▶ [Task instructions]
What you write must match exactly the lines from the one with "Annotation task. Transcribe" through the last line of the material below.

+++ Provided material

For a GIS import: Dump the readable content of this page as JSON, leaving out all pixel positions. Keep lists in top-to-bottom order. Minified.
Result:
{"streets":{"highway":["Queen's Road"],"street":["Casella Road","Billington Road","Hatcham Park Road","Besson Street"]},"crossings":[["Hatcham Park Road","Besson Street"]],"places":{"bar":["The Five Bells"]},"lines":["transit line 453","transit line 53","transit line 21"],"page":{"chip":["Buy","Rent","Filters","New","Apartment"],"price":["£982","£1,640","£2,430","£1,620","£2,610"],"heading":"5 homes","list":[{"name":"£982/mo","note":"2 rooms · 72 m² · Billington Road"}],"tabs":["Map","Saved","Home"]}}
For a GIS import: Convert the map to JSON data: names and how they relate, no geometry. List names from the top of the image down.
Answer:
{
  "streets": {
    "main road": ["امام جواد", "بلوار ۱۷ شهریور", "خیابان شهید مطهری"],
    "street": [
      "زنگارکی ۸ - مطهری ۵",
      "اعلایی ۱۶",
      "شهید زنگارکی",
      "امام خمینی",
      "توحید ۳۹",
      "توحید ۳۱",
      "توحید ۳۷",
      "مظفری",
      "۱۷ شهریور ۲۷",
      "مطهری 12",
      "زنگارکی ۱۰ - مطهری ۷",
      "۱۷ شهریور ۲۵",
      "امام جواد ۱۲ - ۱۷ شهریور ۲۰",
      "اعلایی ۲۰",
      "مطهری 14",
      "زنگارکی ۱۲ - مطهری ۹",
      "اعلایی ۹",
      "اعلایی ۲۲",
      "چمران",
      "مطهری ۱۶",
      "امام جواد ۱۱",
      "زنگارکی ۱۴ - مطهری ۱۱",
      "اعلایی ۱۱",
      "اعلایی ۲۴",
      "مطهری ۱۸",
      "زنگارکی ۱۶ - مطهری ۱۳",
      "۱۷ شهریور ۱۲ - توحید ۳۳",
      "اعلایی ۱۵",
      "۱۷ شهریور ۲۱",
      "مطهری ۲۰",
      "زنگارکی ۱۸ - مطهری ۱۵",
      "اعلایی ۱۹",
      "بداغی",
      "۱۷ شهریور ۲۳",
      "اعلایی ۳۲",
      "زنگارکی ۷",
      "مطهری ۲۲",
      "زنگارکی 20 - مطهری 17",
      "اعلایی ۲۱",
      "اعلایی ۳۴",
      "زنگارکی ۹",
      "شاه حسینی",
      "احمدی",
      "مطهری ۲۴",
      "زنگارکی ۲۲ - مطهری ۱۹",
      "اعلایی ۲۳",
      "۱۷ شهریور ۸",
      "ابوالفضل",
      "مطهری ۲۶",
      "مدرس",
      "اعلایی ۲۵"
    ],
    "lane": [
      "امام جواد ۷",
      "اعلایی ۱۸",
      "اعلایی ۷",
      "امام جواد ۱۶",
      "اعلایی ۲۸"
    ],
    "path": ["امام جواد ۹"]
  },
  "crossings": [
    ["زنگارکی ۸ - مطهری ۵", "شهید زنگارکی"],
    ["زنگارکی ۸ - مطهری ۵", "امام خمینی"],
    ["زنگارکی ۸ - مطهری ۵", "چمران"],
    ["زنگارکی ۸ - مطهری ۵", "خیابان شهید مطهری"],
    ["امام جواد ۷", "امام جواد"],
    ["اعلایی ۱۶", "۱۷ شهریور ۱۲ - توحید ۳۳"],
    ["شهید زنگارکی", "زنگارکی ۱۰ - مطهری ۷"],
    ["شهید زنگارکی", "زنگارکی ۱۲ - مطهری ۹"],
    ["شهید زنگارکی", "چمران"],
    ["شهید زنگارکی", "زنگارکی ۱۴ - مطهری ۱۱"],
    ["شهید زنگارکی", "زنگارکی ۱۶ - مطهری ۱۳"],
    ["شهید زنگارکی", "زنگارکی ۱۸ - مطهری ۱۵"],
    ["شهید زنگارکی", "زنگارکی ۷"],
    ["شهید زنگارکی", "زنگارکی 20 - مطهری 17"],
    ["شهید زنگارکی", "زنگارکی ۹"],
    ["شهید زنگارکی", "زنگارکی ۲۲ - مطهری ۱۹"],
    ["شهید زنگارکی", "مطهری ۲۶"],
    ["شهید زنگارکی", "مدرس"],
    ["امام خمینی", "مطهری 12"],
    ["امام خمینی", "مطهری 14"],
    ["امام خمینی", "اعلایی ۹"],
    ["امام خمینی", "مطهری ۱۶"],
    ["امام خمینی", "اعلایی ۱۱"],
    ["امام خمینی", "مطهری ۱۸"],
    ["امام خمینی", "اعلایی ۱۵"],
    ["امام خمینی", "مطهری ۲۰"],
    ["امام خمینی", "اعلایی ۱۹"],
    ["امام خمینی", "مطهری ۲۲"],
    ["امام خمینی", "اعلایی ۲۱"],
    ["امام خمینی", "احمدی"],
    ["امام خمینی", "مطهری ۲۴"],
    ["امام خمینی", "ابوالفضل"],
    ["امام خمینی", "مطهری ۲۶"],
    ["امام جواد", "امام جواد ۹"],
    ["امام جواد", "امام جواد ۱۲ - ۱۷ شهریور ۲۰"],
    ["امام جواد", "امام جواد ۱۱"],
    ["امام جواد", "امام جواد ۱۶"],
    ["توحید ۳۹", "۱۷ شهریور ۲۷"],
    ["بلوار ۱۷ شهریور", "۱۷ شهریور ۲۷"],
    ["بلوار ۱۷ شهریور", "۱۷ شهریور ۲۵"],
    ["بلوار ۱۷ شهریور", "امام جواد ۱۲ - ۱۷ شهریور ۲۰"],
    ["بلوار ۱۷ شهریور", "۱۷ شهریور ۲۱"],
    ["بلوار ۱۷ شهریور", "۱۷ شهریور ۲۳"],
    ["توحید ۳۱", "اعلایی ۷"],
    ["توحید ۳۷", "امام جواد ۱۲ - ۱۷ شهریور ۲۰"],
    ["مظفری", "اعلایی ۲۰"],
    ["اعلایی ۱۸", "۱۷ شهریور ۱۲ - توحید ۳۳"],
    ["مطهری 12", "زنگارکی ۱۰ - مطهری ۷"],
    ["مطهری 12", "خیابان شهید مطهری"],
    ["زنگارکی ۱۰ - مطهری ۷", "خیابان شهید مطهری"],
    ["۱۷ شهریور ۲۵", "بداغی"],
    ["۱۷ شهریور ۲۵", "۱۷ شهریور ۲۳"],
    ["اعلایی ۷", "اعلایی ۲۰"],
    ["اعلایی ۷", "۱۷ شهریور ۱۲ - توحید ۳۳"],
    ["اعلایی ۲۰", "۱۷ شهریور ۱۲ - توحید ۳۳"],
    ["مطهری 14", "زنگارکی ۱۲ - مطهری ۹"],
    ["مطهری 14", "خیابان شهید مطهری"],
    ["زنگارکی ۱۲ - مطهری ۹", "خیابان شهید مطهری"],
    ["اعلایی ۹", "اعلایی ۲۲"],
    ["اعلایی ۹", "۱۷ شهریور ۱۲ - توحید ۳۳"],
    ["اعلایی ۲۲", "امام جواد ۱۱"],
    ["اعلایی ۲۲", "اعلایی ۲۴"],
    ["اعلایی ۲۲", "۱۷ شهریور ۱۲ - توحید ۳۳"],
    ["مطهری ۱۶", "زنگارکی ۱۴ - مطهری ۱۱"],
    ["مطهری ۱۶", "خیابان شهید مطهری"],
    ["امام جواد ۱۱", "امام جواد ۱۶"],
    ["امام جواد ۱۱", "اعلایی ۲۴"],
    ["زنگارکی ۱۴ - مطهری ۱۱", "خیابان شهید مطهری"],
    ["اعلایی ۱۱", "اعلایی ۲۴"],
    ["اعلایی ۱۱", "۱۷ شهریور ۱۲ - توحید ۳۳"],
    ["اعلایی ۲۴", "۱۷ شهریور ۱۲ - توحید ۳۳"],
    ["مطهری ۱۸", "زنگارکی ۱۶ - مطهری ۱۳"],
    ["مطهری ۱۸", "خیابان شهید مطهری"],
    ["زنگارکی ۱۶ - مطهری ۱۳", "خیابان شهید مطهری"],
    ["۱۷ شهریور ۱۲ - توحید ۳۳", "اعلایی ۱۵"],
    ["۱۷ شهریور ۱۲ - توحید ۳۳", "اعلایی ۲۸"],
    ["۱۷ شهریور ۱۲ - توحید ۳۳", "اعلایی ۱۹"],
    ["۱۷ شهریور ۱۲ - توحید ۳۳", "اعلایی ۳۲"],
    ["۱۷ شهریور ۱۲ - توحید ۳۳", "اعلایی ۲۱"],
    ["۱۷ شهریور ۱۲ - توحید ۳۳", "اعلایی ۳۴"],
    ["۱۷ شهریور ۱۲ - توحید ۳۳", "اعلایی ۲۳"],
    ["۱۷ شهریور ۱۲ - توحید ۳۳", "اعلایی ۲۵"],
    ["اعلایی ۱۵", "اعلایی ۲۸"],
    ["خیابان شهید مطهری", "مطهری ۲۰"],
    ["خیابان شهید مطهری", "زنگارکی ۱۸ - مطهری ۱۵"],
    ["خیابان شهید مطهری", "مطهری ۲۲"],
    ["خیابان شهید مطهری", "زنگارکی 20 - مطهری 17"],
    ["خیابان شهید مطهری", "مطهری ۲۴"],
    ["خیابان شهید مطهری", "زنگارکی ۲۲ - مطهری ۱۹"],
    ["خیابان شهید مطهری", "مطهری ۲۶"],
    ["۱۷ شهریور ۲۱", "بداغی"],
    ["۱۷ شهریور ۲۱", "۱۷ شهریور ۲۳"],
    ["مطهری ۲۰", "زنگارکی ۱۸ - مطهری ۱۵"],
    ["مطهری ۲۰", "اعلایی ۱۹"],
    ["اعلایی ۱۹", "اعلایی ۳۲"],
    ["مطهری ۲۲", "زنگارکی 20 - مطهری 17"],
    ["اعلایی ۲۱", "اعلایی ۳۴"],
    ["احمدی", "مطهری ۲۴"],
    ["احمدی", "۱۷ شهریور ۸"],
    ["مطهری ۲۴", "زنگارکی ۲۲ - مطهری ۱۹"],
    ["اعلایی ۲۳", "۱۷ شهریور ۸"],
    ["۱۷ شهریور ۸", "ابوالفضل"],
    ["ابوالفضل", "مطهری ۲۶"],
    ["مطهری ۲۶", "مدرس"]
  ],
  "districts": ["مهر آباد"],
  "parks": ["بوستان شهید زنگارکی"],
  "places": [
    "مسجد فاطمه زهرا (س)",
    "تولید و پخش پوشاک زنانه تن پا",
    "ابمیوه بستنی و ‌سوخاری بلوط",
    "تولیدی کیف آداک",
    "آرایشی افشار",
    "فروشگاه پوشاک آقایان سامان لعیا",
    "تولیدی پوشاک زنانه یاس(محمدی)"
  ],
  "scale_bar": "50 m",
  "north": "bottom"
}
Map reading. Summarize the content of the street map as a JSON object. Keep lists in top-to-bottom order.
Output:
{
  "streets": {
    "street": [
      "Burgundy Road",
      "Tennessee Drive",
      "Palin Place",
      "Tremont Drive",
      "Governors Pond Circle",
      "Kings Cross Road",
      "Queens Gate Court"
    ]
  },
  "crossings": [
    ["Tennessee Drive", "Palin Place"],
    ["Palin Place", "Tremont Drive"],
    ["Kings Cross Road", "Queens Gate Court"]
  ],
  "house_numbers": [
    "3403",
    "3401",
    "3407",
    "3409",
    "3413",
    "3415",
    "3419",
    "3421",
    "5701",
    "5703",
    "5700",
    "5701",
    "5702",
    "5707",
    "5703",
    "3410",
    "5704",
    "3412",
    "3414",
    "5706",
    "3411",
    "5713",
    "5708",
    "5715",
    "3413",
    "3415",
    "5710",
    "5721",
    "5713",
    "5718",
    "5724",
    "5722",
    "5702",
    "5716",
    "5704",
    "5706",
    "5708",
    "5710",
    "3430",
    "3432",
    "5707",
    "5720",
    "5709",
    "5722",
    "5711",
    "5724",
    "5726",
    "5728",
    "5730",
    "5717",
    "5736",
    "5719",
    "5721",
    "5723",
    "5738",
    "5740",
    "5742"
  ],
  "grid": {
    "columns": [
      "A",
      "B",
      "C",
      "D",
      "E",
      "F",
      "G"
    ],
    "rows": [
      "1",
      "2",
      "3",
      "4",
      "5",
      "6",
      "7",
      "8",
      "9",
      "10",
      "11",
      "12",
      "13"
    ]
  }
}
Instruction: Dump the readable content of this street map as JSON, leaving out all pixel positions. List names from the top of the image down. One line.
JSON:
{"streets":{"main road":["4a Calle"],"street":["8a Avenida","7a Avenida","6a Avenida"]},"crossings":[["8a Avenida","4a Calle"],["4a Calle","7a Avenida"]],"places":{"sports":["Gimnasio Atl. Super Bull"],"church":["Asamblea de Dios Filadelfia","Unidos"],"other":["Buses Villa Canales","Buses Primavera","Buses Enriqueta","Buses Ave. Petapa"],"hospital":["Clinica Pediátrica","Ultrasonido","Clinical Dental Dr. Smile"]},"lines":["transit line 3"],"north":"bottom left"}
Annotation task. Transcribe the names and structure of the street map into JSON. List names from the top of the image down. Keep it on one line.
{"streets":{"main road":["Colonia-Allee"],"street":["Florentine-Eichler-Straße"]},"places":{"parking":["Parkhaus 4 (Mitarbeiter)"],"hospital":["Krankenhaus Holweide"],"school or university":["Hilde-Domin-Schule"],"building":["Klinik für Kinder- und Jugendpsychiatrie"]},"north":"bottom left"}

++++++

▶ [Output of the task]
Annotation task. Transcribe the names and structure of the street map into JSON. List names from the top of the image down. Keep it on one line.
{"streets":{"main road":["Colonia-Allee"],"street":["Florentine-Eichler-Straße"]},"places":{"parking":["Parkhaus 4 (Mitarbeiter)"],"hospital":["Krankenhaus Holweide"],"school or university":["Hilde-Domin-Schule"],"building":["Klinik für Kinder- und Jugendpsychiatrie"]},"north":"bottom left"}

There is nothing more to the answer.